Luminar’s Iris lidar sensor will cost as little as $500, making it a realistic option for helping personally owned vehicles drive themselves. (Credit: Luminar)

Low-Cost Lidar Could Lead to Widespread Use, Safer Vehicles

Many people say in social media how disappointed that even by 2020 the flying cars of The Jetsons have not arrived. While some versions of flying cars are out there, they’re still not ready for prime time. However, as driverless car technology improves, their use will likely increase exponentially.

Alex Davies writes in wired.com that the missing technology to make driverless vehicles safe has arrived⏤a cheaper and more useful lidar. Lidar stands for Light Detection and Ranging. It’s a remote sensing method that uses light in the form of a pulsed laser to measure ranges (variable distances) to the Earth. Lidar allows sensors to see a  longer range of  objects, but the initial cost was prohibitive.

Every technology has its weakness. Maybe it’s too big or slow or not versatile. Critics of lidar focus on the cost that the laser-based system adds to a self-driving vehicle. The spinning, rooftop lidar produced by industry leader Velodyne runs about $75,000 each. That’s enough to trouble the companies developing robotaxis, the fully autonomous vehicles that hope to amortize their costs by ferrying passengers. For personally-owned vehicles, anything near that cost is a nonstarter.

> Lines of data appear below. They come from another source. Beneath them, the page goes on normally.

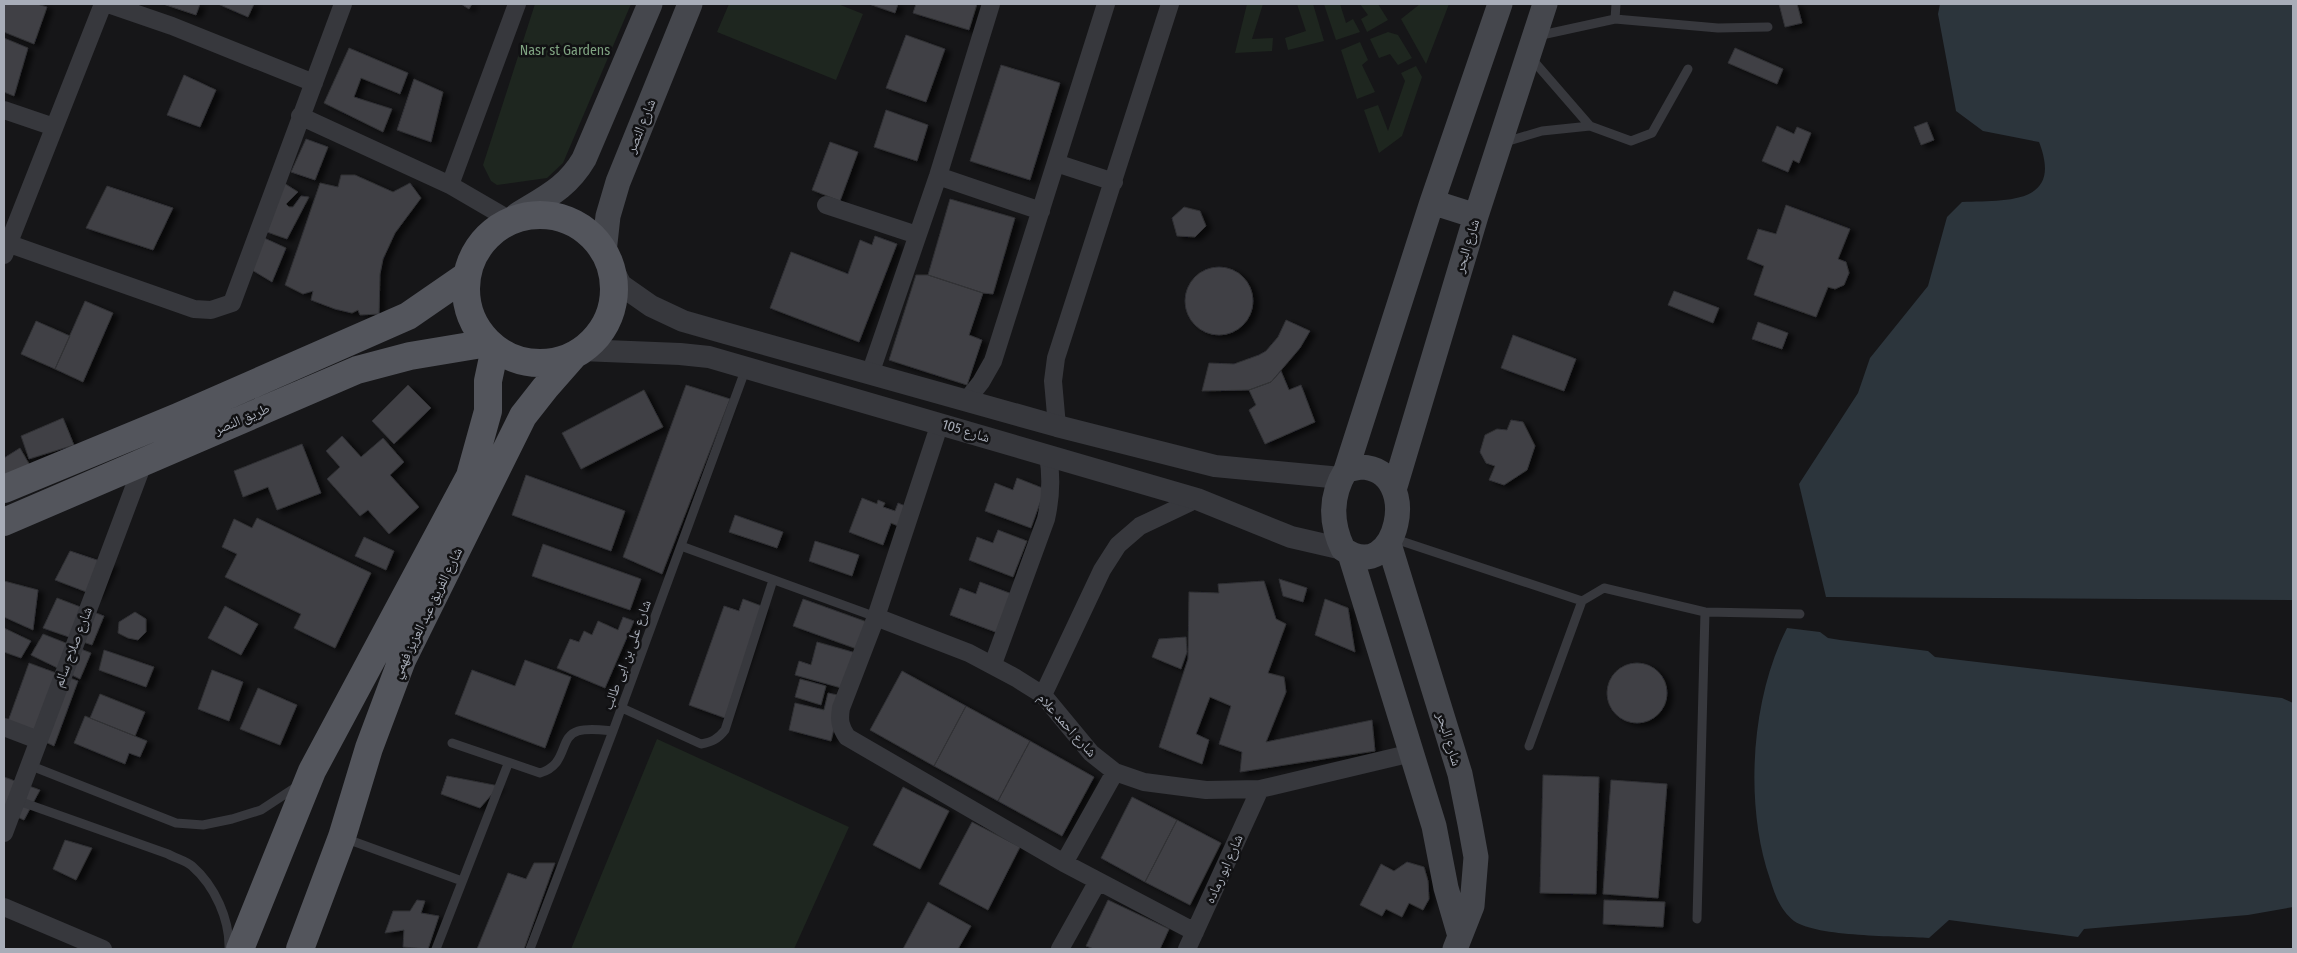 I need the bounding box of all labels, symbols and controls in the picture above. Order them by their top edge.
park label: Nasr st Gardens [520,42,610,59]
street label: شارع النصر [622,96,660,157]
street label: شارع البحر [1450,217,1484,276]
street label: طريق النصر [211,400,273,440]
street label: شارع 105 [940,416,992,447]
street label: شارع الفريق عبد العزيز فهمي [388,545,468,682]
street label: شارع على بن ابى طالب [599,598,656,713]
street label: شارع صلاح سالم [50,604,97,690]
street label: شارع احمد علام [1033,689,1100,761]
street label: شارع البحر [1432,709,1465,768]
street label: شارع ابو رماده [1201,832,1248,907]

Most of today’s vehicles use a radar-based system which is cheaper but works. Lidar works better, especially when combined with radar.

Last week Stuttgart, Germany-based engineering conglomerate Bosch announced a new long-range lidar sensor designed for automotive use, just ahead of the Consumer Electronics Show.

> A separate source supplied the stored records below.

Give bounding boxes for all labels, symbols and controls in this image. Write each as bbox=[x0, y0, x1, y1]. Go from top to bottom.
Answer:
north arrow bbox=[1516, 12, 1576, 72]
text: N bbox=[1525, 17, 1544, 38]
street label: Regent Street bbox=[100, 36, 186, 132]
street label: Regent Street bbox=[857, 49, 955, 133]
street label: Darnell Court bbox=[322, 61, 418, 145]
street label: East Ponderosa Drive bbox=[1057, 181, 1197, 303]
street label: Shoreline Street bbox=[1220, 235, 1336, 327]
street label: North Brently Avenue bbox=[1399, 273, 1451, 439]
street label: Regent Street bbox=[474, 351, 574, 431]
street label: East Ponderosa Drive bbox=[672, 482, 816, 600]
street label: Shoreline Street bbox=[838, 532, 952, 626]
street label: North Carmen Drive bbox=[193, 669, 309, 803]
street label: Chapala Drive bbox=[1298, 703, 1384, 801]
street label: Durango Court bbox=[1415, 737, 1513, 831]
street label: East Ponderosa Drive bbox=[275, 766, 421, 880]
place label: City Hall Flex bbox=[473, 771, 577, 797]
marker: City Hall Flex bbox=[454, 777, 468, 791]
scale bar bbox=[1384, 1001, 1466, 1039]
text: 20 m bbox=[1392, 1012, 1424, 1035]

Like all lidar sensors, Bosch’s solution measures the distance to target objects by illuminating them with laser light and measuring the reflected pulses. It’s intended for close and medium ranges on highways and in cities, and the company claims it’ll be “price competitive” with rivals, thanks to economies of scale.

Bosch made its self-driving ambitions clear last month with the launch of a robot-taxi pilot in San Jose, CA. In partnership with Mercedes-Benz parent Daimler, it’s operating a fleet of around 30 autonomous Mercedes-Benz S-Class vehicles.

Not everyone agrees of course.

Recently at Tesla’s first Autonomy Day event, Elon Musk took questions from the press, but didn’t have time for questions about lidar. Historically, he’s been vocal about the technology, and this time he stated his view on lidar clearly:

“Lidar is a fool’s errand,” Elon Musk  said. “Anyone relying on lidar is doomed. Doomed! [They are] expensive sensors that are unnecessary. It’s like having a whole bunch of expensive appendices. Like, one appendix is bad, well now you have a whole bunch of them, it’s ridiculous, you’ll see.”

The vast majority of self-driving developers, however, consider the laser sensor a critical part of a safe, capable system. That’s why many of those outfits have developed their own systems (like Waymo) or acquired lidar-makers (like Cruise, Aurora and Argo).

It’s also why everyone who hasn’t taken such steps should welcome Luminar’s announcement last week that it has developed a production-ready lidar that will cost as little as $500—cheap enough to make it work not just on robotaxis, but on consumer vehicles.

China Approves Autonomous Fleet for Baidu

Kyle Wiggers of venturebeat.com writes that tech giant Baidu is progressing toward the launch of a commercial robot-taxi fleet in mainland China. This week, the company announced that it has secured 40 licenses to test driverless cars carrying passengers on designated roads on Beijing, making it one of the first to do so in the Chinese capital. It also revealed that its self-driving cars have traveled more than 3 million kilometers (or about 1.8 million miles) during tests in 23 Chinese cities to date, up from 2 million kilometers (roughly 1.2 million miles) across 13 cities as of July.

Any and all positive news about driverless vehicles is welcome by buyers and sellers of services alike. Waymo has been testing its vehicles in Arizona for several years. Sadly, failure and fatalities have slowed progress, but it’s likely nothing can stop the progress of autonomous vehicles. They are already driving refrigerators between Texas and California regularly. So it’s always good news when a component of a vehicle’s security system becomes cheaper.

Now that several companies think they have made lidar affordable for production vehicles, most would agree the technology is worth it if it saves one life.